The market has entered a brief catalyst vacuum ahead of next week’s CPI and retail sales reports. For equity markets, catalyst vacuums usually result in trend continuation, but last week’s ~6% relief rally in the SPX was almost entirely based on the sharp pullback in bond yields. Three weeks ago, we noted that longer bond yields had become detached from their underlying fundamental drivers with 10-year notes looking about 40bp too cheap. Last week was full of fundamental drivers, including softer economic data that exposed a very crowded short position in Treasury duration. Unwinding that position has resulted in a 10-year yield decline of ~45bp to 4.54%, which more accurately reflects market-based expectations on Fed rates, growth and inflation. Markets now will wait for Tuesday’s CPI and Wednesday’s retail sales data for direction on inflation. We doubt either report will deliver enough disinflation to carry 10-year yields below 4.48%, which would confirm a cycle peak in yields and likely drive further equity upside.
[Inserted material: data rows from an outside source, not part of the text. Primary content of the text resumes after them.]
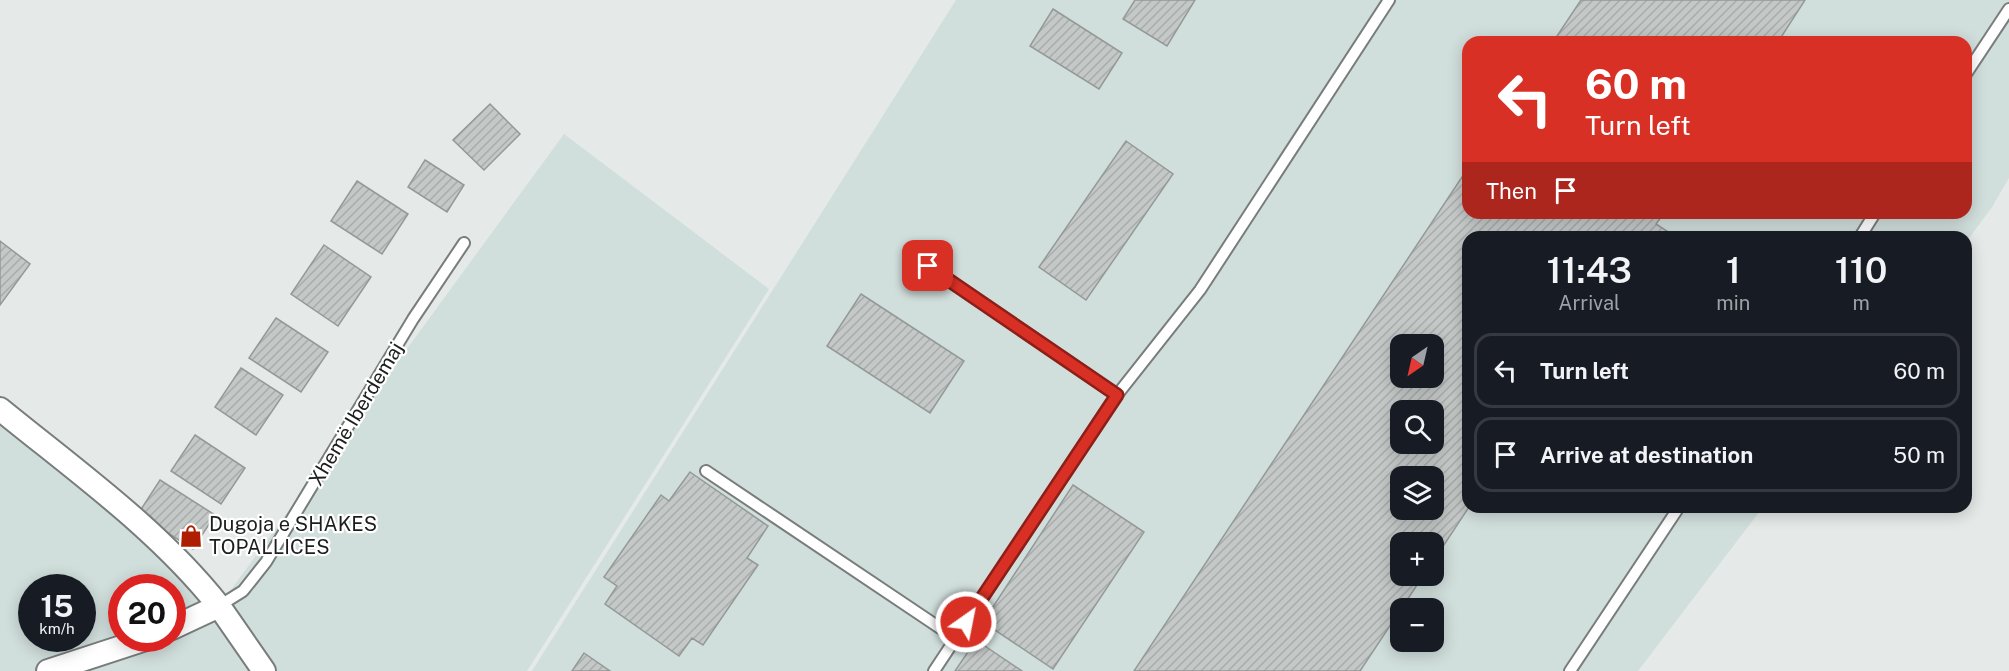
<!DOCTYPE html>
<html lang="en">
<head>
<meta charset="utf-8">
<style>
  :root { --surface:#171b24; --page:#242831; --text:#f1f3f6; --muted:#9ea1a6; --line:#363941 }
  body { margin:0; font-family:"Public Sans",sans-serif; background:var(--page); color:var(--text); height:100vh; display:flex; flex-direction:column; font-size:22px; white-space:nowrap }
  * { box-sizing:border-box; margin:0 }
  p { font-size:20px; color:var(--muted) }
  .icon { flex:none; width:33px; height:33px; fill:none; stroke:currentColor; stroke-width:2; stroke-linecap:round; stroke-linejoin:round }
  .map { position:relative; flex:1; overflow:hidden }
  .sheet { position:absolute; left:1462px; top:231px; width:510px; height:282px; display:flex; flex-direction:column; background:var(--surface); border-radius:18px; box-shadow:0 3px 15px #0003 }
  .sheet>* { flex:none }
  .guide { position:absolute; left:1462px; top:36px; width:510px; height:183px; border-radius:18px; box-shadow:0 3px 15px #0003; background:#d93025; color:#fff; overflow:hidden }
  .needle { width:39px; rotate:214deg }
  .fabs { position:absolute; left:1390px; top:334px; display:grid; gap:12px }
  .fabs a { display:grid; place-items:center; width:54px; height:54px; border-radius:12px; background:var(--surface); box-shadow:0 3px 15px #0003; font-size:30px }
  .speed { position:absolute; left:18px; top:574px; display:flex; gap:12px; font-size:30px; font-weight:700; text-align:center }
  .speed>* { display:grid; place-content:center; width:78px; height:78px; border-radius:50%; background:var(--surface); box-shadow:0 3px 15px #0003; line-height:1 }
  .speed small { font-size:15px; font-weight:400 }
  .speed .limit { border:9px solid #d22; background:#fff; color:#111 }
  .pin { position:absolute; display:grid; place-items:center; width:51px; height:51px; color:#fff; margin:-26px; border-radius:12px; box-shadow:0 3px 9px #0006 }
  .me { position:absolute; width:66px; margin:-33px; rotate:33deg; stroke-linejoin:round; filter:drop-shadow(0 0 4px #0008) }
  .turn { display:flex; align-items:center; gap:21px; height:126px; padding:0 24px; font-size:27px }
  .turn .icon { width:78px; height:78px; stroke-width:2.5 }
  .turn b { display:block; font-size:42px; line-height:51px }
  .then { display:flex; align-items:center; height:57px; padding:0 24px; background:#0003; gap:12px; font-size:22px }
  .eta { display:flex; justify-content:space-evenly; align-items:center; height:102px; text-align:center }
  .eta b { font-size:36px; font-weight:600; line-height:42px }
  ul { padding:0; list-style:none }
  li { display:flex; align-items:center; gap:18px; height:75px; margin:0 12px 9px; padding:0 12px; border:3px solid var(--line); border-radius:18px }
  li div { flex:1 }
  li b { display:block; font-size:22px }
  li em { font-style:normal }
  .map>svg:first-child { display:block }
</style>
</head>
<body>
<div class="map">
<svg width="2009" height="671" viewBox="0 0 2009 671">
  <defs>
    <pattern id="building-hatch" width="6" height="6" patternUnits="userSpaceOnUse" patternTransform="scale(1.5)"><rect width="6" height="6" fill="#c4c9c8"/><path d="M-1 1l2-2M0 6l6-6M5 7l2-2" fill="none" stroke="#a8acab"/></pattern>
  </defs>
  <rect width="100%" height="100%" fill="#e5eae9"/>
  <path fill="#d0dedc" fill-rule="evenodd" d="M956,0H2009V178L1992,207L1967,241L1966,237H1468V507H1763L1638,671H532ZM1468,42H1966V213H1468ZM1401,345H1434V378H1401ZM1401,411H1434V444H1401ZM1401,477H1434V510H1401ZM1401,543H1434V576H1401ZM1401,609H1434V642H1401Z
    M564,134L769,289L527,671H0V409L219,606ZM32,588H82V639H32ZM122,588H172V639H122Z"/>
  <path fill="url(#building-hatch)" stroke="#949998" stroke-width="1.5" fill-rule="evenodd" d="M1135,0H1195L1167,46L1123,19Z
    M1581,0H1805L1778,42H1553Z
    M1053,9L1122,53L1099,89L1030,46Z
    M490,104L520,134L484,170L453,140Z
    M1126,141L1173,174L1086,300L1039,267Z
    M425,160L464,185L447,212L408,187Z
    M1468,168V213H1664L1656,224L1676,237H1468L1469,507L1434,560V543H1401V576H1423L1360,671H1134ZM1401,345H1434V378H1401ZM1401,411H1434V444H1401ZM1401,477H1434V510H1401Z
    M357,181L408,214L382,254L331,221Z
    M0,241L30,264L0,305Z
    M324,245L371,277L338,326L291,294Z
    M861,294L964,361L930,413L827,346Z
    M276,318L328,352L301,392L249,358Z
    M241,368L283,395L256,435L215,407Z
    M195,435L245,468L221,504L171,471Z
    M690,472L768,526L747,558L758,565L703,645L692,638L679,656L605,604L617,586L604,577L661,495L669,501Z
    M160,480L215,515L193,549L138,514Z
    M1073,485L1144,532L1053,669L983,622Z
    M976,640L1022,671H955Z
    M584,653L610,671H572Z"/>
  <g fill="none" stroke-linecap="round" stroke-linejoin="round">
    <g stroke="#787d7c" stroke-width="14">
      <path id="lane" d="M1966,74L2009,9
        M1860,237L1875,213
        M928,266L1117,395
        M706,471L955,638
        M219,606L243,591L266,562L413,319L464,243
        M934,671L1117,395L1200,290L1389,0
        M1570,671L1679,507"/>
    </g>
    <g stroke="#787d7c" stroke-width="26">
      <path id="street" d="M0,409C76,471 158,529 219,606L172,628
        M219,606L264,671
        M48,671L146,639"/>
    </g>
    <use href="#lane" stroke="#fff" stroke-width="10"/>
    <use href="#street" stroke="#fff" stroke-width="22"/>
  </g>
  <g fill="none" stroke-linecap="round" stroke-linejoin="round">
    <g stroke="#8d1f18" stroke-width="15">
      <path id="route" d="M928,266L1117,395L966,622"/>
    </g>
    <use href="#route" stroke="#d93025" stroke-width="10"/>
  </g>
  <defs>
    <g id="shop-bare" transform="scale(1.8)"><path d="M-5-2.5h2.3a2.7 3.5 0 0 1 5.4 0H5L5.5 6h-11ZM-1.5-2.5h3a1.5 2.3 0 0 0-3 0Z" fill="#ad1f00" stroke="#fff" stroke-width="2.5" paint-order="stroke"/></g>
  </defs>
  <g fill-rule="evenodd">
    <use href="#shop-bare" x="191" y="536"/>
  </g>
  <g text-anchor="middle" stroke-width="4.5" stroke-linejoin="round" paint-order="stroke">
    <g font-size="20" fill="#1c1e1e" stroke="#fff">
      <text transform="translate(356 414) rotate(-59)" y="7">Xhemë Iberdemaj</text>
    </g>
    <g font-size="20" fill="#1c1e1e" stroke="#fff" text-anchor="start">
      <text x="209" y="531">Dugoja e SHAKES<tspan x="209" dy="23">TOPALLICES</tspan></text>
    </g>
  </g>
</svg>
<div class="fabs">
<a><svg class="needle" viewBox="-14 -14 28 28"><path d="M0-13l5 13h-10z" fill="#e53935"/><path d="M0 13l5-13h-10z" fill="#9ea1a6"/></svg></a>
<a><svg class="icon" aria-label="search" viewBox="0 0 24 24"><circle cx="10" cy="10" r="6"/><path d="M15 15l6 6"/></svg></a>
<a><svg class="icon" aria-label="layers" viewBox="0 0 24 24"><path d="M12 4l9 5-9 5-9-5zM3 14l9 5 9-5"/></svg></a>
<a>+</a>
<a>−</a>
</div>
<div class="speed"><div>15<small>km/h</small></div><div class="limit">20</div></div>
<div class="pin" style="left:928px;top:266px;background:#d93025"><svg class="icon" aria-label="arrive" viewBox="0 0 24 24"><path d="M6 21V4h12l-3 4 3 4H6"/></svg></div>
<svg class="me" style="left:966px;top:622px" viewBox="-20 -20 40 40"><circle r="17" fill="#d93025" stroke="#fff" stroke-width="3"/><path d="M0-11L8 9 0 5-8 9z" fill="#fff"/></svg>
<div class="guide">
<div class="turn"><svg class="icon" aria-label="left" viewBox="0 0 24 24"><path d="M17 20v-9H6M10 6l-5 5 5 5"/></svg><div><b>60 m</b>Turn left</div></div>
<div class="then">Then<svg class="icon" aria-label="arrive" viewBox="0 0 24 24"><path d="M6 21V4h12l-3 4 3 4H6"/></svg></div>
</div>
<section class="sheet">
<div class="eta">
<div><b>11:43</b><p>Arrival</p></div>
<div><b>1</b><p>min</p></div>
<div><b>110</b><p>m</p></div>
</div>
<ul>
<li><svg class="icon" aria-label="left" viewBox="0 0 24 24"><path d="M17 20v-9H6M10 6l-5 5 5 5"/></svg><div><b>Turn left</b></div><em>60 m</em></li>
<li><svg class="icon" aria-label="arrive" viewBox="0 0 24 24"><path d="M6 21V4h12l-3 4 3 4H6"/></svg><div><b>Arrive at destination</b></div><em>50 m</em></li>
</ul>
</section>
</div>
</body>
</html>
In our opinion, the ‘bad news is good phase’ has a limited shelf-life as tighter financial conditions erode consumer sentiment and rising interest expense curbs corporate capex. As we know, monetary tightening works with long and variable lags so the timing is imprecise. For timing, we’re partially relying on the duration of the 2/10 yield curve inversion, which has a perfect record predicting recession-driven bear markets 19-24 months after the initial inversion. The current curve inversion has been in place for 17 months and will keep our tactically bearish outlook until the bond market signals an imminent Fed pivot. In the current environment, it seems inevitable that a Fed pivot would only follow a sharp drop in economic activity and/or sudden decline in asset values. Our signal for an imminent (1-2 months) Fed pivot comes from the 5/10 yield curve breaking its downtrend at levels above +19bp.